**DATASET CONTENT**

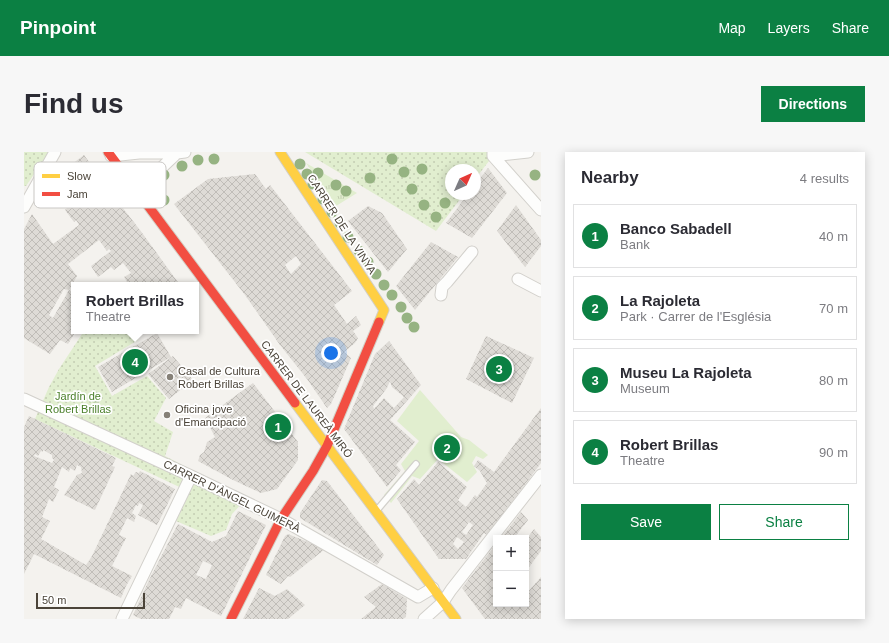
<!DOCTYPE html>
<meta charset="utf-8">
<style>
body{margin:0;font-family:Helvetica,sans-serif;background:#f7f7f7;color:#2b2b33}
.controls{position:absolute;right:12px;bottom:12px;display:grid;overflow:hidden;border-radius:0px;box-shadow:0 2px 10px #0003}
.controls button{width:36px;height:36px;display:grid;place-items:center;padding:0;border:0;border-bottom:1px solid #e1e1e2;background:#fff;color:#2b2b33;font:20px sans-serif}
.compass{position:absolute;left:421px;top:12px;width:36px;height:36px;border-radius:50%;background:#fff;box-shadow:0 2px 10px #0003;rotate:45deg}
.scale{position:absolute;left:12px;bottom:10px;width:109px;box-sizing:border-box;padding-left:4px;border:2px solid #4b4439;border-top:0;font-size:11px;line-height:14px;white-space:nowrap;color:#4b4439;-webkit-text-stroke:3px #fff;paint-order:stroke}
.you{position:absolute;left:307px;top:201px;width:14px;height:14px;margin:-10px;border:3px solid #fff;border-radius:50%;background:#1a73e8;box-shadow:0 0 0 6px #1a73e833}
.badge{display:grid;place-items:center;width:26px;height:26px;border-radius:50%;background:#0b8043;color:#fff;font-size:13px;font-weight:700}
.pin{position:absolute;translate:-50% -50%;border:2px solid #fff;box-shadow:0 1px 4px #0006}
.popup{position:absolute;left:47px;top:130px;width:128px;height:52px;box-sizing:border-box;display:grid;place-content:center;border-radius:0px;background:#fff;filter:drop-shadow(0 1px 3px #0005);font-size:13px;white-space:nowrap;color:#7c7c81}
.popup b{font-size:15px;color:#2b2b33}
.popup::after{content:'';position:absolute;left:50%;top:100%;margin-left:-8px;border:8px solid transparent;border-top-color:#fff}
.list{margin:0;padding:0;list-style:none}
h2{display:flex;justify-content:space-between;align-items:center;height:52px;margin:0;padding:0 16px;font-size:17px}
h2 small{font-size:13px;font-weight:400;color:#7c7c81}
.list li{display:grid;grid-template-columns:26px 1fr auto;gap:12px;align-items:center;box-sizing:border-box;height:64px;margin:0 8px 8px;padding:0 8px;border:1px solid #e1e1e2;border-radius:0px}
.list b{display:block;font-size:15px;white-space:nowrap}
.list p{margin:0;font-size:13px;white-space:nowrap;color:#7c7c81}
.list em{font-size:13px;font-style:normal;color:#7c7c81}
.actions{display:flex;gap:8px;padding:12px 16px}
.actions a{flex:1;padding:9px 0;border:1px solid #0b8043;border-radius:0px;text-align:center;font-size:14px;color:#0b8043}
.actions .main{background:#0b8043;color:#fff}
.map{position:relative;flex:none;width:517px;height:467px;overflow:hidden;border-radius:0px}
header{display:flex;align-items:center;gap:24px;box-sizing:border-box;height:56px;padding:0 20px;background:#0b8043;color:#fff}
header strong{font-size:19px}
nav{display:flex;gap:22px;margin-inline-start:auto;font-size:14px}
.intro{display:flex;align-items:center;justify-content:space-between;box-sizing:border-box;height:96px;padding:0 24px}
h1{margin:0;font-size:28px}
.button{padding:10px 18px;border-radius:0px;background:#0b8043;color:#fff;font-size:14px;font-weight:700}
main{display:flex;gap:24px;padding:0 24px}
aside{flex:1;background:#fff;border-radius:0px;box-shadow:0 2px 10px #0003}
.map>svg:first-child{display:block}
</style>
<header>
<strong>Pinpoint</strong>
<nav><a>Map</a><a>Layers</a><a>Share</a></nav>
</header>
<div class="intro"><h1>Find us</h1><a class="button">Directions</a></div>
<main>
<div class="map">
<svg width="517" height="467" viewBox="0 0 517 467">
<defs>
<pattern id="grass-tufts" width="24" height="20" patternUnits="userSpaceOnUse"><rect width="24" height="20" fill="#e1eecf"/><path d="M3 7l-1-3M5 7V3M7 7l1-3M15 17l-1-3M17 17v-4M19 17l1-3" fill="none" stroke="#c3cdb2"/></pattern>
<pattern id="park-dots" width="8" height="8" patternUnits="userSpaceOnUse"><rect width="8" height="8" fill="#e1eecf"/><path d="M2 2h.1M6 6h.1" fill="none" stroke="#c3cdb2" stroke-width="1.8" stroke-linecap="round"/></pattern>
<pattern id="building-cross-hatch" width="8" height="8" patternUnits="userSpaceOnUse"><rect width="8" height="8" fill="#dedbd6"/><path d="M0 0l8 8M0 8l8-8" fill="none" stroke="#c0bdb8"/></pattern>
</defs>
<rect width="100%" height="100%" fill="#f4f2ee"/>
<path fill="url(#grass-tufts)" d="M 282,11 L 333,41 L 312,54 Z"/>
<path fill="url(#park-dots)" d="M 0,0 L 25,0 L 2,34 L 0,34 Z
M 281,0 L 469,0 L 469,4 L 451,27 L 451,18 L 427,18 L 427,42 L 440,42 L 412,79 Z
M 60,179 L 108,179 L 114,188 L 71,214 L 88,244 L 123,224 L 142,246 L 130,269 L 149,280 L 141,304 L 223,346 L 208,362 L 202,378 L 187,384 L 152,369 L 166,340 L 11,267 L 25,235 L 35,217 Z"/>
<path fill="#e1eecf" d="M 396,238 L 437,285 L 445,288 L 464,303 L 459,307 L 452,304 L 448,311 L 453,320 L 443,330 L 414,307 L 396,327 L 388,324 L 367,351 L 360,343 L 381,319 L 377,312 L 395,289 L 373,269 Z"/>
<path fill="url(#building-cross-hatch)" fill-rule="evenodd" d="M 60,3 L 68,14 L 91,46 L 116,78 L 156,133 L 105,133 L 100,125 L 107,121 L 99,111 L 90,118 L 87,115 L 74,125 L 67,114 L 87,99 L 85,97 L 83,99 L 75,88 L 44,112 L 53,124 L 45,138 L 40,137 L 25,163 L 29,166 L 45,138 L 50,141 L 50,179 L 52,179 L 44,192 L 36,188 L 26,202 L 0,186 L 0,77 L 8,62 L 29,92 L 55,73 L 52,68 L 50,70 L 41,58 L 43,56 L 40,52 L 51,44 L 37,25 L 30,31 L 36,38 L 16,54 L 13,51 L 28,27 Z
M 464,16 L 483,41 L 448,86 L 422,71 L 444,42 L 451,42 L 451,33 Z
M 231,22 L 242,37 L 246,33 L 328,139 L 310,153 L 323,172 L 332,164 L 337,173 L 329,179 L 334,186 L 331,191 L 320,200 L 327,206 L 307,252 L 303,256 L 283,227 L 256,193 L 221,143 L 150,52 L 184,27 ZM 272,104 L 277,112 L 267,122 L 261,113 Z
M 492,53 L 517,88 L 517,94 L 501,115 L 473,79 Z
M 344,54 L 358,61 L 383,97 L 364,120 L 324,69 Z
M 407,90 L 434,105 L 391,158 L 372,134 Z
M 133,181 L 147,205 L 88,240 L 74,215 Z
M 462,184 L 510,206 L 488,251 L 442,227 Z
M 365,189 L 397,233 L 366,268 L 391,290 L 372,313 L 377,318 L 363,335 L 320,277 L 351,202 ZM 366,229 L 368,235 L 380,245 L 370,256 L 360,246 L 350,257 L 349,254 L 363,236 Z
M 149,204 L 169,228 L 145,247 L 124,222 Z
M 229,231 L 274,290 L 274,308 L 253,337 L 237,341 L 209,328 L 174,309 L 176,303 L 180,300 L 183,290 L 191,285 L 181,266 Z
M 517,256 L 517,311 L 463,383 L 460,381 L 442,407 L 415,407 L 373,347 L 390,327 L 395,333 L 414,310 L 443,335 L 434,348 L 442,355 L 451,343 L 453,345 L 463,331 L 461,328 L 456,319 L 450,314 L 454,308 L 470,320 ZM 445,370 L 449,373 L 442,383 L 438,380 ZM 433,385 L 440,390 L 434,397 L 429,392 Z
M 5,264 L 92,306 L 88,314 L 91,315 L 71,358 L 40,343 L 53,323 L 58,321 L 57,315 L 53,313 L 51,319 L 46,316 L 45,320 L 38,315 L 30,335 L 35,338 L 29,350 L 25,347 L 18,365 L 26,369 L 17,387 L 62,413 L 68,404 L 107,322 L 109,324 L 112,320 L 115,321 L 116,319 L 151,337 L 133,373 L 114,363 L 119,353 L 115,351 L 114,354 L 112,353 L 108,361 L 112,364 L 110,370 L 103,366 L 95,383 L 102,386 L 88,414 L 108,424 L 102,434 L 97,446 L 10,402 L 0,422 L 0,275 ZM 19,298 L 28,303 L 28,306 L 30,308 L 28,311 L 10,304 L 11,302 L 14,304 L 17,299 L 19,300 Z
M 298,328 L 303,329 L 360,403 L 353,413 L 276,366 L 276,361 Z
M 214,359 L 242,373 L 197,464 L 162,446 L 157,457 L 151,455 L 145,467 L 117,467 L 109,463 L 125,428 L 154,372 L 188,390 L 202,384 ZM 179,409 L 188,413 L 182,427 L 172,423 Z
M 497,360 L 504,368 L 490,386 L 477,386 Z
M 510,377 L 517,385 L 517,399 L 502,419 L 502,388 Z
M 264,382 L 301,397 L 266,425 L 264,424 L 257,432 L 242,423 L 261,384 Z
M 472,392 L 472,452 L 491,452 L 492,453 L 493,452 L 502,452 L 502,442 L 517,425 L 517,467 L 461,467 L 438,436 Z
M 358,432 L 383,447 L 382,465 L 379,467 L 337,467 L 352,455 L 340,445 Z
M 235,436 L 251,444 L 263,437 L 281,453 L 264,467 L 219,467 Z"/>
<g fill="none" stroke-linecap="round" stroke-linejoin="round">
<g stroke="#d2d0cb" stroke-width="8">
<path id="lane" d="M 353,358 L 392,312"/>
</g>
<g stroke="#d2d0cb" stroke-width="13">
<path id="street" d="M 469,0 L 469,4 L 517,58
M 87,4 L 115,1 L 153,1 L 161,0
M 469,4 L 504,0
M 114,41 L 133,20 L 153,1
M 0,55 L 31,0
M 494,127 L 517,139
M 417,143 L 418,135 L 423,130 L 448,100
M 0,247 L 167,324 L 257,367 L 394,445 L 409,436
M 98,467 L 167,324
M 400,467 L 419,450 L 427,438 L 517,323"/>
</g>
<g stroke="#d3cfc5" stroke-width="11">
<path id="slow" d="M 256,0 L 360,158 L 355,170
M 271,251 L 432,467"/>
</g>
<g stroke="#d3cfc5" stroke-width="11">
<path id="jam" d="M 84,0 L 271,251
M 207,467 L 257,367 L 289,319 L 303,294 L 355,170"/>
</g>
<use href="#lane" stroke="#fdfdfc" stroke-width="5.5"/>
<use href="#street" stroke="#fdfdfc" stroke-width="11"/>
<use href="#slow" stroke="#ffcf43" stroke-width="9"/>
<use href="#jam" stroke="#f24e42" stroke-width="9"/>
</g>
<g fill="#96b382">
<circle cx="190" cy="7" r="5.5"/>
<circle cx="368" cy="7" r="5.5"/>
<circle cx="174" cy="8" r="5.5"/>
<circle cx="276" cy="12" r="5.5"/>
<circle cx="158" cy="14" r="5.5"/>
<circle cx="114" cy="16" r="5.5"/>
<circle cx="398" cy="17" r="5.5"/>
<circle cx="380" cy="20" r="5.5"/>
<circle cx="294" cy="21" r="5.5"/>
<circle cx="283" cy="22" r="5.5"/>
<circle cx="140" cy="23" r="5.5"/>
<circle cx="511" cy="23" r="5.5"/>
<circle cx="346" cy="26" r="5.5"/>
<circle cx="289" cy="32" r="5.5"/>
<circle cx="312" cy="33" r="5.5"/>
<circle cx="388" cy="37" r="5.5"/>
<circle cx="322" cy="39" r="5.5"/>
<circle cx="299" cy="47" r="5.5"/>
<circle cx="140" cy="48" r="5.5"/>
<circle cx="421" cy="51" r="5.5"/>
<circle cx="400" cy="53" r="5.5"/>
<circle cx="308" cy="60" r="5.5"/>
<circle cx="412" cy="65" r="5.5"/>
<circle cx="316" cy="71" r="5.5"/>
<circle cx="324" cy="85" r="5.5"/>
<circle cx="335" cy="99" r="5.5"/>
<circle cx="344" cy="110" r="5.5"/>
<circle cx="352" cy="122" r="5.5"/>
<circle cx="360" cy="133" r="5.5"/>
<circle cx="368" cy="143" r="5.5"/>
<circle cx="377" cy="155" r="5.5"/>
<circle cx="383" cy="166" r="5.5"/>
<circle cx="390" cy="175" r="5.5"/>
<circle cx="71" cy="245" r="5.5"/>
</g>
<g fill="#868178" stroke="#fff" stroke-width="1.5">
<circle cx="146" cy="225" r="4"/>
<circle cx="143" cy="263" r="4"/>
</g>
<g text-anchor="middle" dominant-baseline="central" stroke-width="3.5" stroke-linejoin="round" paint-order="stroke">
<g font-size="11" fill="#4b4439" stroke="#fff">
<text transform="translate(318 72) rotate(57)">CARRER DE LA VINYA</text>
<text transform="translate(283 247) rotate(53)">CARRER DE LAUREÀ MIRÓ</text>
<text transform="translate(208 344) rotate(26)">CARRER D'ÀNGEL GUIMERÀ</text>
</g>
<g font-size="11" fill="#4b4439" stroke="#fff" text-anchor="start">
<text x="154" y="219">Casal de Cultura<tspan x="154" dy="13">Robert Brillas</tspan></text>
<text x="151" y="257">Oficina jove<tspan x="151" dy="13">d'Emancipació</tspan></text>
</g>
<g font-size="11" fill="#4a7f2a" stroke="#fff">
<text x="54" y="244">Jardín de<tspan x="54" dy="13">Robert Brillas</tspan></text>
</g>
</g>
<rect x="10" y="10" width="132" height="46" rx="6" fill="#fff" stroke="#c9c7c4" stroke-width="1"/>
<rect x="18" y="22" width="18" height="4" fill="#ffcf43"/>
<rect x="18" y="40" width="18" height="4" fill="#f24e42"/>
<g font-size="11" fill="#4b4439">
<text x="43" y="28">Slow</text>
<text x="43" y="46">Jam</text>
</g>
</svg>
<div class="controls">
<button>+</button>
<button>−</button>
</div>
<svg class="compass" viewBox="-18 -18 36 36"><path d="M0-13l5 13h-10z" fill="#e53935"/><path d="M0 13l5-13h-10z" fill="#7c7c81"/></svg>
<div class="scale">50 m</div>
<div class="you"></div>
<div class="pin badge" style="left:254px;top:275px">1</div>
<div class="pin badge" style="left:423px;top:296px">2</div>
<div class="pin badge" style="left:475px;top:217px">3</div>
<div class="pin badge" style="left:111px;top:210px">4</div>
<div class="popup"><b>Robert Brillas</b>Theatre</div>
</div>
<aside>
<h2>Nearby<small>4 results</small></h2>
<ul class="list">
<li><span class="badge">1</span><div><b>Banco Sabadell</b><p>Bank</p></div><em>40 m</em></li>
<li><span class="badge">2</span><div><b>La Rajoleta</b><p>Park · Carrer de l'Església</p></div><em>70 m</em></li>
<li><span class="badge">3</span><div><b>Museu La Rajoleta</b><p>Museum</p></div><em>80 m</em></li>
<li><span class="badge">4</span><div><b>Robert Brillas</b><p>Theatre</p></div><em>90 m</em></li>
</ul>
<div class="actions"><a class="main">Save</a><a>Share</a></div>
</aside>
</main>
---
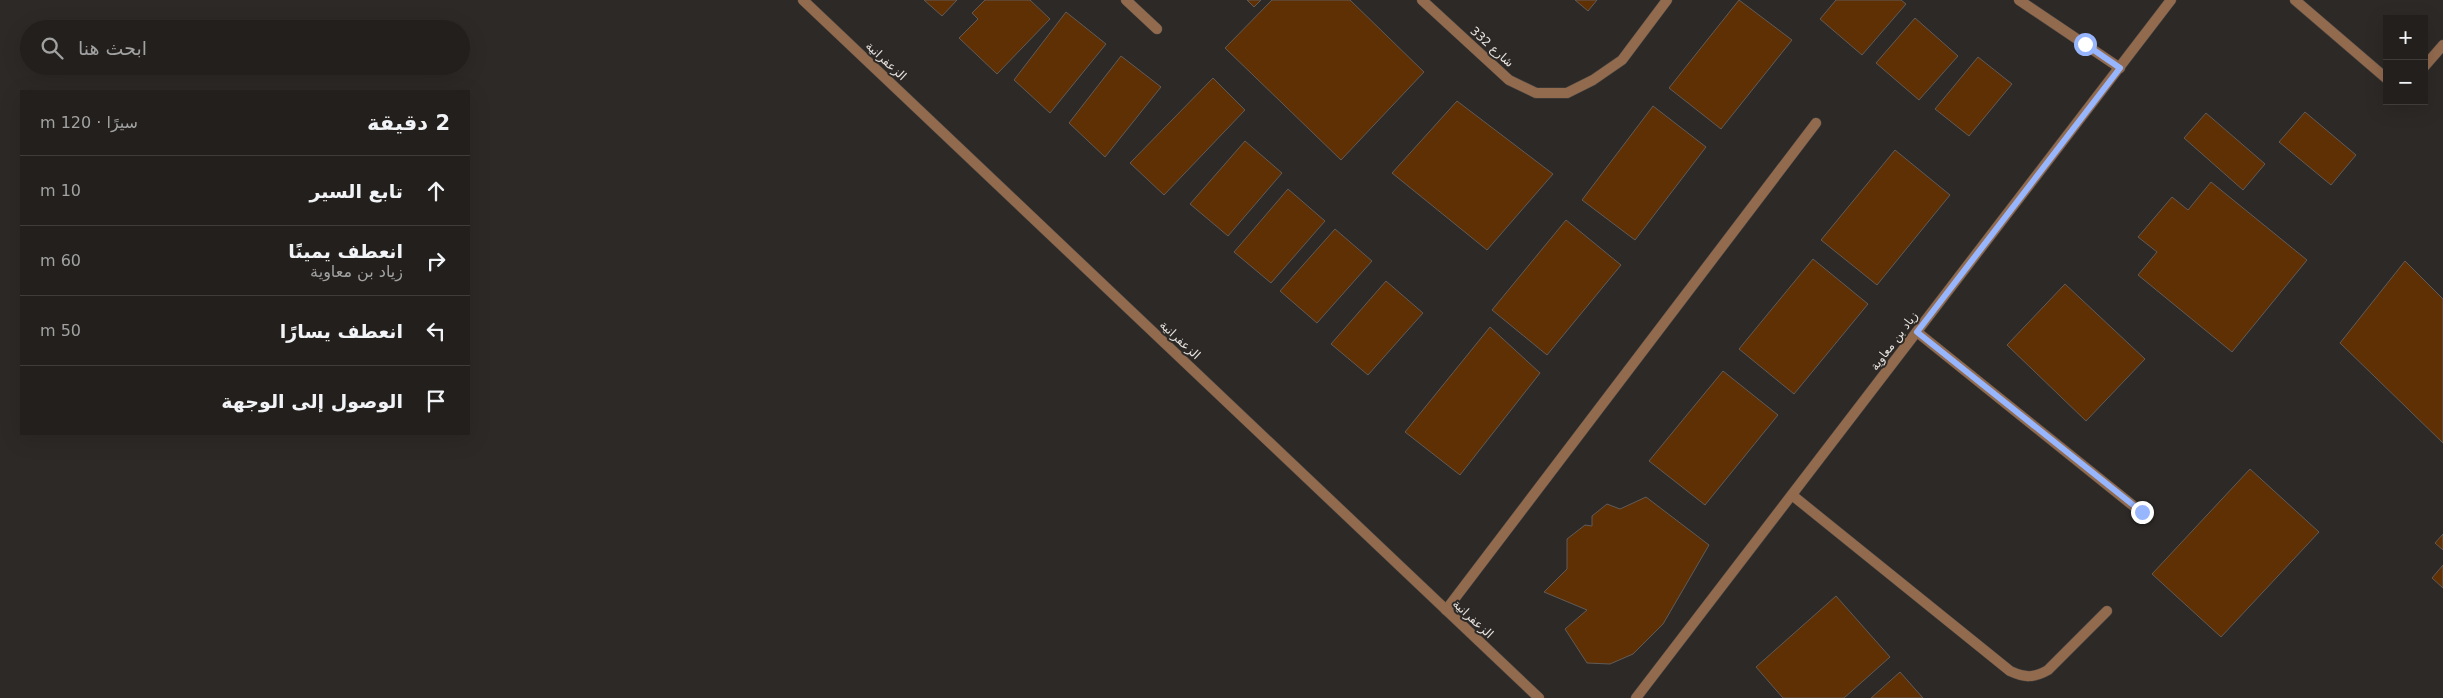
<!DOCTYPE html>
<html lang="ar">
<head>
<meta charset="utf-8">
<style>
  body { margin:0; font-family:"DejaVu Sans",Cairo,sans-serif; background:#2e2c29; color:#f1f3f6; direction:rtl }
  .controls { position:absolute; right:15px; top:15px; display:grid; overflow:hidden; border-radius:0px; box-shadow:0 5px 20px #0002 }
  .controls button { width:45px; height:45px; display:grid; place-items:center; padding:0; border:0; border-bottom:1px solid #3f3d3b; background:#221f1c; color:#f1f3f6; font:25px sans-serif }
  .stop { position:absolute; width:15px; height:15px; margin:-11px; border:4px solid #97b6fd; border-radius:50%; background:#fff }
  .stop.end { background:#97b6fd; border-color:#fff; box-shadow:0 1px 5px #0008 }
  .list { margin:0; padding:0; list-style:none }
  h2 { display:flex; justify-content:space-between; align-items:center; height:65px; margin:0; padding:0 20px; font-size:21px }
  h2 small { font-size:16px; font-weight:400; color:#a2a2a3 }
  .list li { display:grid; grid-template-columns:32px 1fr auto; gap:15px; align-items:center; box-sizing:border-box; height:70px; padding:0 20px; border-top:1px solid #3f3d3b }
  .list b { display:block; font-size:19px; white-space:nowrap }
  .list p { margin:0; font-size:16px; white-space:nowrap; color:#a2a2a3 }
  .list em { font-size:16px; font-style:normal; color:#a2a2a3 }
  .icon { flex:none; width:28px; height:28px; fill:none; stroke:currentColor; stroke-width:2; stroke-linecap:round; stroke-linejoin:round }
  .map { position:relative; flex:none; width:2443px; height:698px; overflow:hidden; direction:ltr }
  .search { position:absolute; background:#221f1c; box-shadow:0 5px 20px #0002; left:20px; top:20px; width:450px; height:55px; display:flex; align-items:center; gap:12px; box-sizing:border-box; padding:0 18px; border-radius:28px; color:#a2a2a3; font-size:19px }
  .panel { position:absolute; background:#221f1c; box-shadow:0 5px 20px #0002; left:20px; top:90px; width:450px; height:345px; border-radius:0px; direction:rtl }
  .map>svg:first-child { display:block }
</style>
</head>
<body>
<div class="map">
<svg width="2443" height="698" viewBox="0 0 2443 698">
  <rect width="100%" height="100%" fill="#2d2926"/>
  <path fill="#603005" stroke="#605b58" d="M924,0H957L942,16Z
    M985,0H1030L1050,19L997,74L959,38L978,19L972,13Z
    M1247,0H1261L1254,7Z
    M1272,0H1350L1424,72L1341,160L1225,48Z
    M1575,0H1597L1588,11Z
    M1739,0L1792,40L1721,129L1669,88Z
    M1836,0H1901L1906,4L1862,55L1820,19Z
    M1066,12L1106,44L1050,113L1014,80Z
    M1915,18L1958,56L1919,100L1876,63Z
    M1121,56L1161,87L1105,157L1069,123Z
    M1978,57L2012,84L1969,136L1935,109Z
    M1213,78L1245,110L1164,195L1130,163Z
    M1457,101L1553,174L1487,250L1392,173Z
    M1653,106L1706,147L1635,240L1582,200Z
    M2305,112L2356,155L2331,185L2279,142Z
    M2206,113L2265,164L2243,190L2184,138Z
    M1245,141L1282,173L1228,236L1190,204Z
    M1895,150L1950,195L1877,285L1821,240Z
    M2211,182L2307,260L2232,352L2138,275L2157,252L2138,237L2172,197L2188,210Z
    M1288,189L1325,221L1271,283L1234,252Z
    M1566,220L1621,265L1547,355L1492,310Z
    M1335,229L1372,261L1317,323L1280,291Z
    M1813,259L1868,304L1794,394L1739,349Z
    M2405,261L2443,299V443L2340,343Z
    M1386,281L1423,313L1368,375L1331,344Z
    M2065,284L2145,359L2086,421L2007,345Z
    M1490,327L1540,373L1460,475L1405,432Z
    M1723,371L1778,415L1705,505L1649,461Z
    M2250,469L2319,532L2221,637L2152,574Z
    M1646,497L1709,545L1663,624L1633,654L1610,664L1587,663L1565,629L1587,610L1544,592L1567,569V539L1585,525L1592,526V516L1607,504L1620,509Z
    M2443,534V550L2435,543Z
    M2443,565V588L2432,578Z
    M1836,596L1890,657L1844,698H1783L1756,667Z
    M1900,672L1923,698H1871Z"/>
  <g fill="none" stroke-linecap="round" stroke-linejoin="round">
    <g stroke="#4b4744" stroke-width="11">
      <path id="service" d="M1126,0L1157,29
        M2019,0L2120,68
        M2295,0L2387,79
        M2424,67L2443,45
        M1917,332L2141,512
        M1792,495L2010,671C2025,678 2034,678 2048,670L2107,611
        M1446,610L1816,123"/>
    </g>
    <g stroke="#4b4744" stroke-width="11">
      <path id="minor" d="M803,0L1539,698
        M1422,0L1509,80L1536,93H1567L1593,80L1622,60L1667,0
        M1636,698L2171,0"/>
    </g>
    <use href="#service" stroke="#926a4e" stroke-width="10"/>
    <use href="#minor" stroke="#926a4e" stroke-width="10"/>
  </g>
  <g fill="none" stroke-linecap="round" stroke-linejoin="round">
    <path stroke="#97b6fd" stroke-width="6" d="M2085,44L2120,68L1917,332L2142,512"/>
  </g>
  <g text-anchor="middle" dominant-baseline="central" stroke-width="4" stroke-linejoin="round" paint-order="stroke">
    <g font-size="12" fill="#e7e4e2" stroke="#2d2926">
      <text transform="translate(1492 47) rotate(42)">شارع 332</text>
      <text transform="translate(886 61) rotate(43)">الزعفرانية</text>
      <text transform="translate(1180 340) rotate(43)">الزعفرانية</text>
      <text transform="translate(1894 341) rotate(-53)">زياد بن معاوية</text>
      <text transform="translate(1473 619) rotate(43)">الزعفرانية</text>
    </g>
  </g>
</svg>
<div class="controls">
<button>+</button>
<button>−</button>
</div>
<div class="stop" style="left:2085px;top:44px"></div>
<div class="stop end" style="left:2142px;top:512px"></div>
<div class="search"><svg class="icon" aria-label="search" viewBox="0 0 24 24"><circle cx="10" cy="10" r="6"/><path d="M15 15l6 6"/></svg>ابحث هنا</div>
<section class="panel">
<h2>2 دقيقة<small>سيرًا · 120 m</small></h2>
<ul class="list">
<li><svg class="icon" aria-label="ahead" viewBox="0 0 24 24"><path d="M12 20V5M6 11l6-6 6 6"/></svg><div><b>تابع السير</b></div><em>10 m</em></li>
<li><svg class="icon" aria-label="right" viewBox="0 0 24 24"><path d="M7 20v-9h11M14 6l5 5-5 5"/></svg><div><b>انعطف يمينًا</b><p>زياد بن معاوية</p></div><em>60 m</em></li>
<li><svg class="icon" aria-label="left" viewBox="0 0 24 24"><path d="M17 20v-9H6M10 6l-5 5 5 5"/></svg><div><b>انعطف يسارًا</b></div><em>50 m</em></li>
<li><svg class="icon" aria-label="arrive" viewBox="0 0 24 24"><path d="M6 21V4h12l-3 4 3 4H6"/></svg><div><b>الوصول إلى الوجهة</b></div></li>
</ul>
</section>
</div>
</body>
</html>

**TASK PROMPT**
Above are the records; copy exactly the lines from the line with "M1457,101L1553,174L1487,250L1392,173Z" through the line with "M1792,495L2010,671C2025,678 2034,678 2048,670L2107,611", both included.

**TASK OUTPUT**
    M1457,101L1553,174L1487,250L1392,173Z
    M1653,106L1706,147L1635,240L1582,200Z
    M2305,112L2356,155L2331,185L2279,142Z
    M2206,113L2265,164L2243,190L2184,138Z
    M1245,141L1282,173L1228,236L1190,204Z
    M1895,150L1950,195L1877,285L1821,240Z
    M2211,182L2307,260L2232,352L2138,275L2157,252L2138,237L2172,197L2188,210Z
    M1288,189L1325,221L1271,283L1234,252Z
    M1566,220L1621,265L1547,355L1492,310Z
    M1335,229L1372,261L1317,323L1280,291Z
    M1813,259L1868,304L1794,394L1739,349Z
    M2405,261L2443,299V443L2340,343Z
    M1386,281L1423,313L1368,375L1331,344Z
    M2065,284L2145,359L2086,421L2007,345Z
    M1490,327L1540,373L1460,475L1405,432Z
    M1723,371L1778,415L1705,505L1649,461Z
    M2250,469L2319,532L2221,637L2152,574Z
    M1646,497L1709,545L1663,624L1633,654L1610,664L1587,663L1565,629L1587,610L1544,592L1567,569V539L1585,525L1592,526V516L1607,504L1620,509Z
    M2443,534V550L2435,543Z
    M2443,565V588L2432,578Z
    M1836,596L1890,657L1844,698H1783L1756,667Z
    M1900,672L1923,698H1871Z"/>
  <g fill="none" stroke-linecap="round" stroke-linejoin="round">
    <g stroke="#4b4744" stroke-width="11">
      <path id="service" d="M1126,0L1157,29
        M2019,0L2120,68
        M2295,0L2387,79
        M2424,67L2443,45
        M1917,332L2141,512
        M1792,495L2010,671C2025,678 2034,678 2048,670L2107,611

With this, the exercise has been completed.